WGHC

Clayton, Georgia; United States;
- Frequency: 1400 kHz
- Branding: Rabun County Radio 1400

Programming
- Format: News/talk weekdays and adult standards weeknights and weekends

Ownership
- Owner: Georgia-Carolina Radiocasting; (Tugart Properties, LLC);
- Sister stations: WRBN

History
- First air date: 2009
- Last air date: 2013
- Former call signs: WNGA (2008–2009)

Technical information
- Facility ID: 160276
- Class: C
- Power: 1,000 watts (day); 1,000 watts (night);
- Transmitter coordinates: 34°51′41.3″N 83°24′24.6″W﻿ / ﻿34.861472°N 83.406833°W

= WGHC (1400 AM) =

WGHC (1400 AM, Rabun County Radio 1400) was a radio station licensed to serve Clayton, Georgia, United States. The station was owned by Georgia-Carolina Radiocasting and the broadcast license was held by Tugart Properties, LLC.

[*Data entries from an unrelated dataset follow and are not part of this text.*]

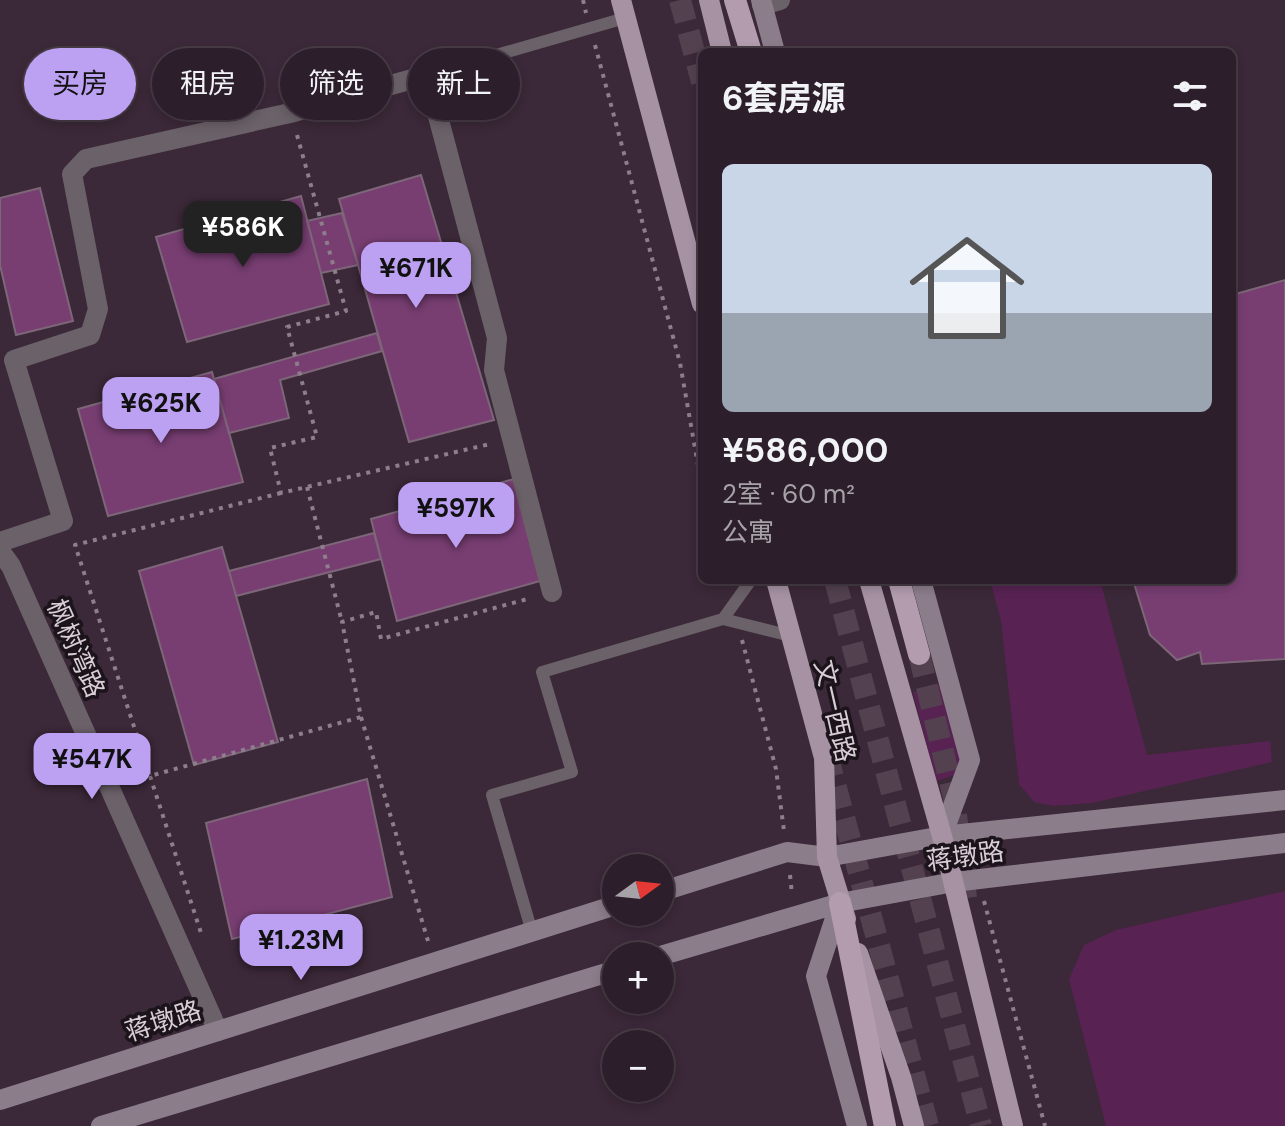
<!DOCTYPE html>
<html lang="zh">
<head>
<meta charset="utf-8">
<style>
	:root { --surface:#2c1e2a; --page:#382b36; --text:#f1f3f6; --muted:#a6a2a8; --line:#483c47; --accent:#bca0f2 }
	body { margin:0; font-family:"DM Sans","Noto Sans SC",sans-serif; background:var(--page); color:var(--text); height:100vh; display:flex; flex-direction:column; font-size:30px; white-space:nowrap }
	* { box-sizing:border-box; margin:0 }
	p { font-size:26px; color:var(--muted) }
	.icon { flex:none; width:44px; height:44px; fill:none; stroke:currentColor; stroke-width:2; stroke-linecap:round; stroke-linejoin:round }
	.map { position:relative; flex:1; overflow:hidden }
	.details { position:absolute; left:698px; top:48px; width:538px; height:536px; display:flex; flex-direction:column; background:var(--surface); border-radius:12px; box-shadow:0 4px 12px #0003,0 0 0 2px var(--line) }
	.details>* { flex:none }
	.banner { position:absolute; left:24px; top:48px; width:554px; height:72px; display:flex; gap:16px }
	.needle { width:52px; rotate:75deg }
	.tools { position:absolute; left:602px; top:854px; display:grid; gap:16px }
	.tools a { display:grid; place-items:center; width:72px; height:72px; border-radius:50%; background:var(--surface); box-shadow:0 4px 12px #0003,0 0 0 2px var(--line); font-size:40px }
	.price { position:absolute; translate:-50% -68px; padding:0 18px; border-radius:16px; background:var(--accent); color:#111; font-size:26px; line-height:52px; filter:drop-shadow(0 2px 4px #0008) }
	.price::after { content:''; position:absolute; left:50%; top:48px; width:24px; height:18px; margin-left:-12px; background:inherit; clip-path:polygon(0 0,100% 0,50% 100%) }
	.price.current { background:#222; color:#fff }
	ul { padding:0; list-style:none }
	li { display:grid; align-content:center; gap:16px; height:424px; padding:0 24px }
	li span { display:grid; place-items:center; height:248px; border-radius:12px; color:#555 }
	li>.icon { margin-inline-start:auto }
	span .icon { width:144px; height:144px; fill:#fffc; stroke-width:1 }
	li b { font-size:34px }
	h2 { display:flex; justify-content:space-between; align-items:center; height:96px; padding:0 24px; font-size:34px }
	.chip { padding:0 28px; border-radius:36px; background:var(--surface); box-shadow:0 4px 12px #0003,0 0 0 2px var(--line); font-size:28px; line-height:72px }
	.chip.current { background:var(--accent); color:#111 }
	.map>svg:first-child { display:block }
	.green { fill:#582353 }
	.building { fill:#783e72; stroke:#7c6678; stroke-width:2 }
	.lines { fill:none; stroke-linecap:round; stroke-linejoin:round }
	.trunk-tunnel { stroke:#534150; stroke-width:22; stroke-dasharray:22 11; stroke-linecap:butt }
	.path { stroke:#8d7e8b; stroke-width:4; stroke-dasharray:4 6; stroke-linecap:butt }
	.service { stroke:#6b6169; stroke-width:12 }
	.minor { stroke:#6b6169; stroke-width:20 }
	.tertiary { stroke:#6b6169; stroke-width:20 }
	.secondary { stroke:#8c7d8a; stroke-width:20 }
	.primary { stroke:#a692a3; stroke-width:20 }
	.trunk { stroke:#b29cae; stroke-width:22 }
	.labels { text-anchor:middle; dominant-baseline:central; stroke-width:7; stroke-linejoin:round; paint-order:stroke }
	.street-label { font-size:26px; fill:#d9cdd7; stroke:#1c141b }
</style>
</head>
<body>
<div class="map">
<svg width="1285" height="1126" viewBox="0 0 1285 1126">
	<rect width="100%" height="100%" fill="#3b2838"/>
	<path class="green" d="M 990,580 L 1100,580 L 1147,755 L 1270,741 L 1272,762 L 1092,803 L 1054,806 L 1034,802 L 1019,784 L 1001,621 Z
		M 952,681 L 974,769 L 936,781 L 913,692 Z
		M 1285,891 L 1285,1126 L 1106,1126 L 1069,979 L 1084,945 L 1116,930 Z"/>
	<path class="building" d="M 421,175 L 494,420 L 409,442 L 339,199 Z
		M 40,188 L 73,321 L 16,335 L 0,265 L 0,198 Z
		M 301,196 L 329,304 L 187,342 L 156,237 Z
		M 342,213 L 358,265 L 321,273 L 307,221 Z
		M 1285,280 L 1285,659 L 1202,664 L 1200,652 L 1177,660 L 1150,635 L 1133,580 L 1232,580 L 1232,295 Z
		M 377,333 L 382,351 L 280,380 L 289,418 L 229,433 L 214,379 Z
		M 212,372 L 243,482 L 108,516 L 78,409 Z
		M 514,479 L 540,581 L 397,621 L 371,519 Z
		M 374,533 L 381,559 L 236,596 L 229,571 Z
		M 222,547 L 278,742 L 194,765 L 139,571 Z
		M 367,779 L 392,897 L 232,939 L 206,823 Z"/>
	<g class="lines">
		<path class="trunk-tunnel" d="M 680,0 L 702,82
			M 835,580 L 981,1126
			M 919,654 L 954,798 L 966,898
			M 827,755 L 928,1126"/>
		<path class="path" d="M 583,0 L 586,13
			M 595,45 L 680,363 L 702,488
			M 297,135 L 346,311 L 287,327 L 317,437 L 270,448 L 281,493 L 490,444
			M 307,487 L 342,622
			M 281,493 L 75,545 L 150,776 L 361,717 L 342,622 L 376,612 L 381,639 L 531,598
			M 742,640 L 776,769 L 784,831
			M 361,717 L 428,941
			M 124,763 L 144,755
			M 150,776 L 201,933
			M 790,875 L 792,894
			M 984,901 L 1045,1126"/>
		<path class="service" d="M 427,75 L 625,18
			M 723,619 L 751,580
			M 532,932 L 492,795 L 572,772 L 542,672 L 723,619 L 791,636"/>
		<path class="minor" d="M 0,542 L 63,521 L 14,360 L 90,335 L 98,309 L 72,174 L 86,159 L 290,113 L 427,75 L 497,338 L 494,370 L 552,592
			M 0,551 L 11,566 L 218,1031"/>
		<path class="tertiary" d="M 762,5 L 780,0"/>
		<path class="secondary" d="M 761,0 L 775,52
			M 921,580 L 970,760 L 942,836
			M 660,892 L 787,852 L 827,857 L 942,836 L 1285,800
			M 840,903 L 816,976 L 857,1126
			M 660,956 L 840,903 L 954,882 L 1285,843
			M 0,1100 L 616,905
			M 101,1126 L 616,970"/>
		<path class="primary" d="M 621,0 L 702,304
			M 709,0 L 722,52
			M 776,580 L 824,758 L 827,857 L 846,919
			M 869,580 L 942,836 L 1013,1126
			M 858,953 L 901,1077 L 914,1126"/>
		<path class="trunk" d="M 735,0 L 751,52
			M 899,580 L 919,654
			M 840,903 L 885,1126"/>
	</g>
	<g class="labels">
		<g class="street-label">
			<text transform="translate(76 648) rotate(66)">枫树湾路</text>
			<text transform="translate(835 711) rotate(77)">文一西路</text>
			<text transform="translate(965 856) rotate(-8)">蒋墩路</text>
			<text transform="translate(163 1021) rotate(-18)">蒋墩路</text>
		</g>
	</g>
</svg>
<div class="tools">
<a><svg class="needle" viewBox="-14 -14 28 28"><path d="M0-13l5 13h-10z" fill="#e53935"/><path d="M0 13l5-13h-10z" fill="#a6a2a8"/></svg></a>
<a>+</a>
<a>−</a>
</div>
<b class="price current" style="left:243px;top:269px">¥586K</b>
<b class="price" style="left:416px;top:310px">¥671K</b>
<b class="price" style="left:161px;top:445px">¥625K</b>
<b class="price" style="left:456px;top:550px">¥597K</b>
<b class="price" style="left:92px;top:801px">¥547K</b>
<b class="price" style="left:301px;top:982px">¥1.23M</b>
<div class="banner">
<a class="chip current">买房</a>
<a class="chip">租房</a>
<a class="chip">筛选</a>
<a class="chip">新上</a>
</div>
<section class="details">
<h2>6套房源<svg class="icon" aria-label="filters" viewBox="0 0 24 24"><path d="M4 7h16M4 17h16"/><circle cx="9" cy="7" r="2"/><circle cx="15" cy="17" r="2"/></svg></h2>
<ul>
<li><span style="background:linear-gradient(#c9d6e8 60%,#9aa5b1 0)"><svg class="icon" aria-label="home" viewBox="0 0 24 24"><path d="M3 11l9-7 9 7M6 9v11h12V9"/></svg></span><div><b>¥586,000</b><p>2室 · 60 m²</p><p>公寓</p></div></li>
</ul>
</section>
</div>
</body>
</html>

WGHC broadcast a full-service news/talk radio format on weekday mornings and afternoons. Weekday evenings and on weekends, WGHC broadcasts an adult standards music format.

==History==
This station received its original construction permit for a new station broadcasting at 1400 kHz from the Federal Communications Commission on June 18, 2008. The new station was assigned the call sign WNGA by the FCC on July 22, 2008.

After the former WGHC at 1370 kHz moved to North Carolina and became WTCG, this station's call sign was changed to WGHC on May 26, 2009. WGHC received its license to cover from the FCC on June 9, 2009.

Tugart Properties surrendered the station's license to the FCC on April 17, 2014, as the station had been silent for more than a year due to the loss of its transmitter. The license was cancelled and the WGHC call sign deleted from the FCC database on May 1, 2014.